Plans should be updated periodically.

Indeed.

So, I’ll be replacing telegraph with texting, or Twitter, or Facebook. :) And while it’s certainly important for wards and stakes (and cities and states and companies and private organizations) to keep their emergency plans up to date, it’s crucially important that families do so.

Just yesterday I was reviewing our family list. Over the past couple of years, I’ve crossed things out on the original list and have written in new things—locations of where to find a certain important item, or what to evacuate with, etc. Even so, the latest information is slightly out of date, and needs to be revised.

In the chaotic minutes that follow an emergency, it will be extremely difficult to think with a clear mind and recall what we should do, or bring, or get set up. Having a detailed plan to refer to will help us ensure that our loved ones our safe, our homes are secured, and the needs of anybody injured or distressed are responded to.

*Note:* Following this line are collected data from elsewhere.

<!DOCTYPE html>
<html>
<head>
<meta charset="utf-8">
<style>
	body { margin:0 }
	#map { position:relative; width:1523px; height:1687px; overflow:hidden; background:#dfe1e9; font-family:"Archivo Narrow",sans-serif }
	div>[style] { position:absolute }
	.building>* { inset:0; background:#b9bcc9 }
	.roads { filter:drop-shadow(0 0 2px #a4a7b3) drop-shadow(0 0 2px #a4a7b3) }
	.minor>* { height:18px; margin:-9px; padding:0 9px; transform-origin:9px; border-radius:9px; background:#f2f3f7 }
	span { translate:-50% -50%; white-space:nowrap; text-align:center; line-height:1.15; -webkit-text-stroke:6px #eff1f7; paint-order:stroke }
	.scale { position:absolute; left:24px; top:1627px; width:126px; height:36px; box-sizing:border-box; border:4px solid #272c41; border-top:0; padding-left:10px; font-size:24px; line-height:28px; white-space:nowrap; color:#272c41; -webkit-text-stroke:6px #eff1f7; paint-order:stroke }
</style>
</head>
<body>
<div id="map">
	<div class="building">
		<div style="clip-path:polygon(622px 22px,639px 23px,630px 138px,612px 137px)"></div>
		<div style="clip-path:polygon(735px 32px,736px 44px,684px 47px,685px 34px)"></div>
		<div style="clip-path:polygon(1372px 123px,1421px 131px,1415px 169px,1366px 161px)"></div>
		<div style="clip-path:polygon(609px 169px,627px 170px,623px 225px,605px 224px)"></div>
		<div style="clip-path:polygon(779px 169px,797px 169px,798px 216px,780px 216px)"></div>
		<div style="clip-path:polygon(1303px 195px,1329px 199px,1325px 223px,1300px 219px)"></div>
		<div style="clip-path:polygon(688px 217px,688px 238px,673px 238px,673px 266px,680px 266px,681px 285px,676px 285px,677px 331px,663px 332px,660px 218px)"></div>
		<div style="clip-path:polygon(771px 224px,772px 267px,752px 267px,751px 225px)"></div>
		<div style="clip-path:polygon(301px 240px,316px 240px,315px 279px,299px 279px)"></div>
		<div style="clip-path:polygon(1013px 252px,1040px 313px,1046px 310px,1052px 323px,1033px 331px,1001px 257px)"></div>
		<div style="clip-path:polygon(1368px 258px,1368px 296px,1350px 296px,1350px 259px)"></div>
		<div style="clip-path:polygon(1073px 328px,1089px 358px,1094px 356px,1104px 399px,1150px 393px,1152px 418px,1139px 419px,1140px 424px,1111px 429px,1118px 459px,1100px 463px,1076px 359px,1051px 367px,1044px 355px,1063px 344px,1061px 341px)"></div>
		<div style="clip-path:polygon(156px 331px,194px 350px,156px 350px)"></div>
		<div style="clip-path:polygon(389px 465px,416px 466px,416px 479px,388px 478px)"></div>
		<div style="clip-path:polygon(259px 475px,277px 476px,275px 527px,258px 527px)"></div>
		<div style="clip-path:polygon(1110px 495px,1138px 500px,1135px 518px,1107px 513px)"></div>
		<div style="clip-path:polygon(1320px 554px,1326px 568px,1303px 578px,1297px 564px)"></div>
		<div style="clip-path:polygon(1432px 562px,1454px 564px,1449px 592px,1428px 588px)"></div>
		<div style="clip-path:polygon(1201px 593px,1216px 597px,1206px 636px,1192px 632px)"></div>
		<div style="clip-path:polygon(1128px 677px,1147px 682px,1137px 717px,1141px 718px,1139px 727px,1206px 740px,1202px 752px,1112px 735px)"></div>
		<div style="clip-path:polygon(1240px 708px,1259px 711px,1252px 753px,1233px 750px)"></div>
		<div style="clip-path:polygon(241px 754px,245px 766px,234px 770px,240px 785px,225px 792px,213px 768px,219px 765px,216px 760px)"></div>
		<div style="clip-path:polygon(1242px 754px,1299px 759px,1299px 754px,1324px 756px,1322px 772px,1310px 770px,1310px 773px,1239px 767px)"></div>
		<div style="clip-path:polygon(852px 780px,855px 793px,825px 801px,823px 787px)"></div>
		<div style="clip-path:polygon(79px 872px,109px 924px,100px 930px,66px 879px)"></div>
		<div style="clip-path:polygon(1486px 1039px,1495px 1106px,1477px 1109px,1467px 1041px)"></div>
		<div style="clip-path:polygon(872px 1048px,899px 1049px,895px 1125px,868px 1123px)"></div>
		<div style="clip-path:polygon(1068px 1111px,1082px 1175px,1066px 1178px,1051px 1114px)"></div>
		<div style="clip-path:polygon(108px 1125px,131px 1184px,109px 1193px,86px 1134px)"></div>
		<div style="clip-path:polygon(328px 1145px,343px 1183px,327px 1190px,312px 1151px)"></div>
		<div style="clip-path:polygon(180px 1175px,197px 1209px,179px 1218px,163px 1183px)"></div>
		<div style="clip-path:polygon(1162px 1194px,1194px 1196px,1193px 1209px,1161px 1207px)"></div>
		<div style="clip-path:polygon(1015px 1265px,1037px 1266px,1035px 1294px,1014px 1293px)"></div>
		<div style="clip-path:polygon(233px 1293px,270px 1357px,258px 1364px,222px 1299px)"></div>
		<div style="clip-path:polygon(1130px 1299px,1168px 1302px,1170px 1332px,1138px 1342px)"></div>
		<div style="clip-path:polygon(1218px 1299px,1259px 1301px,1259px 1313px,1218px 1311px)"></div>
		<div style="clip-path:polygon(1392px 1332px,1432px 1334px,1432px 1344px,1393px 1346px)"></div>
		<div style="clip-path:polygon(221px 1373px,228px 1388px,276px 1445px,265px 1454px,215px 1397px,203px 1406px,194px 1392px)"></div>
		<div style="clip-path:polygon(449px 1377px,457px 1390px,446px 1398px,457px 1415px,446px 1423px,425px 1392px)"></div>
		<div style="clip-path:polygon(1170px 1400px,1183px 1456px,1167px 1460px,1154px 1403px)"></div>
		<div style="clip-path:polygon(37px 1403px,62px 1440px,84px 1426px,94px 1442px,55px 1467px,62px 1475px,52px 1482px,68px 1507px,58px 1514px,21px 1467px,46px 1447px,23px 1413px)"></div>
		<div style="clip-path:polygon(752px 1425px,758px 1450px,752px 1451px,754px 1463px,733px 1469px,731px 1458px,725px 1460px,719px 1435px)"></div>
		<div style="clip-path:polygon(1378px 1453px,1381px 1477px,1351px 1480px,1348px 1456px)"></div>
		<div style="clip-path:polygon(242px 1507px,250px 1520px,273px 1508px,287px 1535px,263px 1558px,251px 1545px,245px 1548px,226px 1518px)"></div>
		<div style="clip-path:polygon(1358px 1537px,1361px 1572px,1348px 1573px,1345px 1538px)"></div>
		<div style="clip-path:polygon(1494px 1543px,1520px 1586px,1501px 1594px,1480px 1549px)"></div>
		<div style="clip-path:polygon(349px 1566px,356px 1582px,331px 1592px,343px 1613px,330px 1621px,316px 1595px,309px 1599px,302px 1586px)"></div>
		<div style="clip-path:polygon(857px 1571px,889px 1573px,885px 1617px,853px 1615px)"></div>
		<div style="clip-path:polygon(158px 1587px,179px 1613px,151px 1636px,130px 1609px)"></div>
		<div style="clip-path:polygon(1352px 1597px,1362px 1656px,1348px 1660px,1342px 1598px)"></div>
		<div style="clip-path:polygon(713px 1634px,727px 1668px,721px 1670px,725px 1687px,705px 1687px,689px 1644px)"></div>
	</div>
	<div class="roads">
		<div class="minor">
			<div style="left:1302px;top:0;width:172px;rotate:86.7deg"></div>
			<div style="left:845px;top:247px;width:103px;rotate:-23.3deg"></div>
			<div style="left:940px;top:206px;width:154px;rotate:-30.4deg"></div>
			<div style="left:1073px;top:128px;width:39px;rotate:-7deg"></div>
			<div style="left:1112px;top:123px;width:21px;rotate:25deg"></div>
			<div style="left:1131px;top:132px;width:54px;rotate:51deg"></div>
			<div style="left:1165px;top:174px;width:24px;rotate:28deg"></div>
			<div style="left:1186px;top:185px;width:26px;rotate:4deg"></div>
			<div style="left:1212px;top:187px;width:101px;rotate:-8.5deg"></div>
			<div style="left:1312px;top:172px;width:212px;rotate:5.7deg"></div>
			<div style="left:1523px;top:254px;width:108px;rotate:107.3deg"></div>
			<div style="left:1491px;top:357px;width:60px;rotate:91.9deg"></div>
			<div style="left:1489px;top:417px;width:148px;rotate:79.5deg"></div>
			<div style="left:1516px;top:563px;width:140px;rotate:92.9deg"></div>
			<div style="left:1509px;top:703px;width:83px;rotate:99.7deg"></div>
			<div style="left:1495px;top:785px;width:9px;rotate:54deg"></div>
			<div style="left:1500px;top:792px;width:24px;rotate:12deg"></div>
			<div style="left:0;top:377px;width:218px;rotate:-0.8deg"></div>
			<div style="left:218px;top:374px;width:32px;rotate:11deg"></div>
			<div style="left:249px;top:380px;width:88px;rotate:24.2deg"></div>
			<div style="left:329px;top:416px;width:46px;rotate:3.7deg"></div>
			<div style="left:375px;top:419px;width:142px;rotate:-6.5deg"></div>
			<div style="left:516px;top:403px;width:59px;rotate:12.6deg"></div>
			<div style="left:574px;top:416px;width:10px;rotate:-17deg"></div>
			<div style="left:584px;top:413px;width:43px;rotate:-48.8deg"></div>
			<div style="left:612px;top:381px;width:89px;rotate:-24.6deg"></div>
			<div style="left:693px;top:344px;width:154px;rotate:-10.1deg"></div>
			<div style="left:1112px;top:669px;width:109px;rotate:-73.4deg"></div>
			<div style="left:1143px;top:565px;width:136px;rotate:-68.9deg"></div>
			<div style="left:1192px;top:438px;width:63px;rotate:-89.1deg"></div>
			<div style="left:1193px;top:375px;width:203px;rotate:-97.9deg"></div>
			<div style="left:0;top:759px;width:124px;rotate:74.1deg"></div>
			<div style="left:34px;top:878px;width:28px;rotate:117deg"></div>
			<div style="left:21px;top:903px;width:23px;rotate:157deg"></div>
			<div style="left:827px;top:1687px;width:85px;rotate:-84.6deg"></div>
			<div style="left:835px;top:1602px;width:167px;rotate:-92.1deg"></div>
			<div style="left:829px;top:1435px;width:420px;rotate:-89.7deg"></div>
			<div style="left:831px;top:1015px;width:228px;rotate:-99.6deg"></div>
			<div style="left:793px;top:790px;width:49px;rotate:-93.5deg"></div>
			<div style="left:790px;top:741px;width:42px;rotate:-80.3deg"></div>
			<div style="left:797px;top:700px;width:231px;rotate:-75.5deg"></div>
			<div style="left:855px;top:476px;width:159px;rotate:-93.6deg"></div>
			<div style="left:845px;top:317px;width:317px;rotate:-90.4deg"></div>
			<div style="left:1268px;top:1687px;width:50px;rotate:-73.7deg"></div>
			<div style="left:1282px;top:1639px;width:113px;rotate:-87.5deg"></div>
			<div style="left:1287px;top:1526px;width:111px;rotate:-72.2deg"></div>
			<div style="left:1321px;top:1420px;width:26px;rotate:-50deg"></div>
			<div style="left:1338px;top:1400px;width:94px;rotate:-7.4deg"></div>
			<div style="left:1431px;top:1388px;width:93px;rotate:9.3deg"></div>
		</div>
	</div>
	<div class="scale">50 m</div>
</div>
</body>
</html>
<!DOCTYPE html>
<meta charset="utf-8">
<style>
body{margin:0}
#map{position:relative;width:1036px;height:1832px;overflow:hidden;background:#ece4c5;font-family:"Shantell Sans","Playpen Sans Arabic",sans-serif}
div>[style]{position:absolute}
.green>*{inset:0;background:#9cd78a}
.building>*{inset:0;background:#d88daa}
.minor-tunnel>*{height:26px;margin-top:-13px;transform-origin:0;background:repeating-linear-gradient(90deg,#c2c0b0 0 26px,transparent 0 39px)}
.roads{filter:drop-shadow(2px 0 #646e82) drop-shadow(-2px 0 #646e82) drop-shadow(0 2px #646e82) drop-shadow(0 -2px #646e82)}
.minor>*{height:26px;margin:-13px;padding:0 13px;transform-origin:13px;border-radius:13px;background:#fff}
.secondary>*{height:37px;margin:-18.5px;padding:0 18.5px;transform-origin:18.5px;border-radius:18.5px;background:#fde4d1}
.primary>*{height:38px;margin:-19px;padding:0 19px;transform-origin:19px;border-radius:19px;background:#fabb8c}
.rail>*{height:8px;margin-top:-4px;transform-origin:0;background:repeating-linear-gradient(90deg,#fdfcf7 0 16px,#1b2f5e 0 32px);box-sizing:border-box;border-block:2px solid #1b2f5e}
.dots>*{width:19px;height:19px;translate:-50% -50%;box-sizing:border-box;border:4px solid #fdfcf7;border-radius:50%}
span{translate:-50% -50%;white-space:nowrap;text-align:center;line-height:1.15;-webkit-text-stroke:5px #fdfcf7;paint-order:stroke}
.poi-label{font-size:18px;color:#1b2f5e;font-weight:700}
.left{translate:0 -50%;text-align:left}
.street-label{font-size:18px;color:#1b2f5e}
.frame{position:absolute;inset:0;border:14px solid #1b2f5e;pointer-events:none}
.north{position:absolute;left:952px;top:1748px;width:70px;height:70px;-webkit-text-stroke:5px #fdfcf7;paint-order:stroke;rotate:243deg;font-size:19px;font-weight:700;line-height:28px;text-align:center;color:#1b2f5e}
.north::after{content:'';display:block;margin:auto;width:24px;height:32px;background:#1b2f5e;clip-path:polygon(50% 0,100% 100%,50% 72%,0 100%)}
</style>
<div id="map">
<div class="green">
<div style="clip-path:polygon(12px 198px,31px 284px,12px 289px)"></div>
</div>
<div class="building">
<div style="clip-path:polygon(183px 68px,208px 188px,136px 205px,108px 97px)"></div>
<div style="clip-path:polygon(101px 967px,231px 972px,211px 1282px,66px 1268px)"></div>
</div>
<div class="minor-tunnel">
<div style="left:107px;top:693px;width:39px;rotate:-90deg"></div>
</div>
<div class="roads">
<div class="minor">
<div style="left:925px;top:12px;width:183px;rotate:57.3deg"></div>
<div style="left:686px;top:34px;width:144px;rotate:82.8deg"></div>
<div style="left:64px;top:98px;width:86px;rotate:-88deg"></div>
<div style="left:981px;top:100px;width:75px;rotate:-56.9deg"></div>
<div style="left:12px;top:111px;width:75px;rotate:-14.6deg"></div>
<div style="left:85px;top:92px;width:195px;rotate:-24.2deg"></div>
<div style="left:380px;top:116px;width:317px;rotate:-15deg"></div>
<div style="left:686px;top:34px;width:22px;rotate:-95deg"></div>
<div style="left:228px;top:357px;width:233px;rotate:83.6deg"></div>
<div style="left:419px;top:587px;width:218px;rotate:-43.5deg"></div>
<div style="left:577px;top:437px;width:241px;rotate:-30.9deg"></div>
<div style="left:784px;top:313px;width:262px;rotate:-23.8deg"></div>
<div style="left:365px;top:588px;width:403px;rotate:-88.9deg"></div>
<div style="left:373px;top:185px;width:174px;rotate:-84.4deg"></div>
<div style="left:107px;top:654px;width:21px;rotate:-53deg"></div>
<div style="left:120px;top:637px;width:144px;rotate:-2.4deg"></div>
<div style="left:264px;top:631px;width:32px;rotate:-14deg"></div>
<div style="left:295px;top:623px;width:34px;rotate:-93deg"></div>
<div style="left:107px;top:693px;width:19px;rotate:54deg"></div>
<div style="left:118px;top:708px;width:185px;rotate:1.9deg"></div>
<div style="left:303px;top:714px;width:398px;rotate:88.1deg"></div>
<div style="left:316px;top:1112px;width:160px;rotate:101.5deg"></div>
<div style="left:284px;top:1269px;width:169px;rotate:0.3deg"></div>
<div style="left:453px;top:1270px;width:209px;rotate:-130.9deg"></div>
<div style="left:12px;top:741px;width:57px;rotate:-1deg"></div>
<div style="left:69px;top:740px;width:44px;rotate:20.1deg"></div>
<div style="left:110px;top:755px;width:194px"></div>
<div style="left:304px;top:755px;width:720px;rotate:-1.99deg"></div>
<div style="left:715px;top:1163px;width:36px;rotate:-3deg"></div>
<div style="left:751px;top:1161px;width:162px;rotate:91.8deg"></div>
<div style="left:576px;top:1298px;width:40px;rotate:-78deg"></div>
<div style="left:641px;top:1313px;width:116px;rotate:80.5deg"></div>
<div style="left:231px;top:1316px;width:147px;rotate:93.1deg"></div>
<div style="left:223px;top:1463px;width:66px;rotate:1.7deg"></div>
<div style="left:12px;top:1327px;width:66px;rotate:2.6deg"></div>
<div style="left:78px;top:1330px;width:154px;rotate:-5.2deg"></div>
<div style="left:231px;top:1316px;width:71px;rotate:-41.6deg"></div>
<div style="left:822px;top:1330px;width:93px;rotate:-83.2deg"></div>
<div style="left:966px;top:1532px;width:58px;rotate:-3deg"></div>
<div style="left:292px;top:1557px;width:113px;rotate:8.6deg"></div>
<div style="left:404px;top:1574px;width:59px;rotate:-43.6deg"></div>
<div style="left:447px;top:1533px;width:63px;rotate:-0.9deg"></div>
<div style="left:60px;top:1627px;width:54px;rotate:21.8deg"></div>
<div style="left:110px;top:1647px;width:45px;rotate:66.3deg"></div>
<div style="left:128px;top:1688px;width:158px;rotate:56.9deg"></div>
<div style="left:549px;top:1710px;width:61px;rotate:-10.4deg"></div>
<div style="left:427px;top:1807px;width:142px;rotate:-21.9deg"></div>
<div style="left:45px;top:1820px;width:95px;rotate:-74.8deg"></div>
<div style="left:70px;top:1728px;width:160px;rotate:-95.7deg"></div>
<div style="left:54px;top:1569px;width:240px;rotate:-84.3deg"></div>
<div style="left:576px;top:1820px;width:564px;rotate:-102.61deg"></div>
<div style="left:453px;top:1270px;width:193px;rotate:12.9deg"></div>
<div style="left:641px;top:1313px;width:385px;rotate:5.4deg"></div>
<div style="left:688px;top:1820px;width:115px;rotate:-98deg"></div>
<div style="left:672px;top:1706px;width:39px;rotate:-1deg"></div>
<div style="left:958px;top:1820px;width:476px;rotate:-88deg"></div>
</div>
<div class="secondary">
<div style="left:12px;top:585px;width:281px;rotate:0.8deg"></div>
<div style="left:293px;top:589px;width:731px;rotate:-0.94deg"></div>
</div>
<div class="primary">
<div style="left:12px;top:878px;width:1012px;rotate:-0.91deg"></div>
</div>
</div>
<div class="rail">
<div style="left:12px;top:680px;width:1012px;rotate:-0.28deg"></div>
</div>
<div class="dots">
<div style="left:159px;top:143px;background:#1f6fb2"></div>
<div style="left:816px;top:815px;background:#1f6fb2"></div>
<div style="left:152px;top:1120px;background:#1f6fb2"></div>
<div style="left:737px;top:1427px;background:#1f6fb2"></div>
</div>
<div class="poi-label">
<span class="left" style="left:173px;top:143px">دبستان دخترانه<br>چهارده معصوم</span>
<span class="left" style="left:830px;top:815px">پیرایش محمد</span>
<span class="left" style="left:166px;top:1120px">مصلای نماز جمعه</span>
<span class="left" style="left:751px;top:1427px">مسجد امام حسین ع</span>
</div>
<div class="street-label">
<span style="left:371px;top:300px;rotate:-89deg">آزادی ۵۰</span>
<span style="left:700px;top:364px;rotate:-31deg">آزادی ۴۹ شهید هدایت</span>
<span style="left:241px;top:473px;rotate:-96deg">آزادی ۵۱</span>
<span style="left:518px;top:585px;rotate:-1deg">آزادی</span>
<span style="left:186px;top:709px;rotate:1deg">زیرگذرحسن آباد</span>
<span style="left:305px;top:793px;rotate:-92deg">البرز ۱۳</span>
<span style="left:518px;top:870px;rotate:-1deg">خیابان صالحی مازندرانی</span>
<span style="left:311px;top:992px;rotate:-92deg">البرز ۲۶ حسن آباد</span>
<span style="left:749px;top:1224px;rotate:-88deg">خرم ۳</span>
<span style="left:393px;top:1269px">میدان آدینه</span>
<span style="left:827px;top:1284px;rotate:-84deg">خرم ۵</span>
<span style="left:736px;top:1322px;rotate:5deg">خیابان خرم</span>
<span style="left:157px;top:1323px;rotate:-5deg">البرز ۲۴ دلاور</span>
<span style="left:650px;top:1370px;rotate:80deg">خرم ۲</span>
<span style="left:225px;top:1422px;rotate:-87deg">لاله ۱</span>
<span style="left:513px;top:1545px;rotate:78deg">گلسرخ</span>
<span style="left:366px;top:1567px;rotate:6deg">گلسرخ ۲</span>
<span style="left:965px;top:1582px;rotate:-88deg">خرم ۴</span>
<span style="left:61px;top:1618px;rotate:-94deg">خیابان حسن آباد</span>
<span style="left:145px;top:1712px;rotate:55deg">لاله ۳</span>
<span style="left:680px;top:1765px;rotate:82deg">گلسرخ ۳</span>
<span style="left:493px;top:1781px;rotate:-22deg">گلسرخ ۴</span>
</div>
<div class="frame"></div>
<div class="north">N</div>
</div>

So set aside some time in the next few days to go over (or begin!) your family plans and set calendar reminders every few months to review the list and see if anything needs to be updated or added. Because surely you wouldn’t want to be wondering, amidst the commotion of an emergency, where to find a telegraph.

3 Replies to “Keep Your Emergency Preparedness Plans Updated!”

  1. I know that I need to update my emergency plan.  I also need to gather together all of the important phone numbers of family members too.  My bug out bag is current and up to date and it stays that way because I am always changing things as new stuff comes out.  I guess I am a gear head or something.  Great info and great post.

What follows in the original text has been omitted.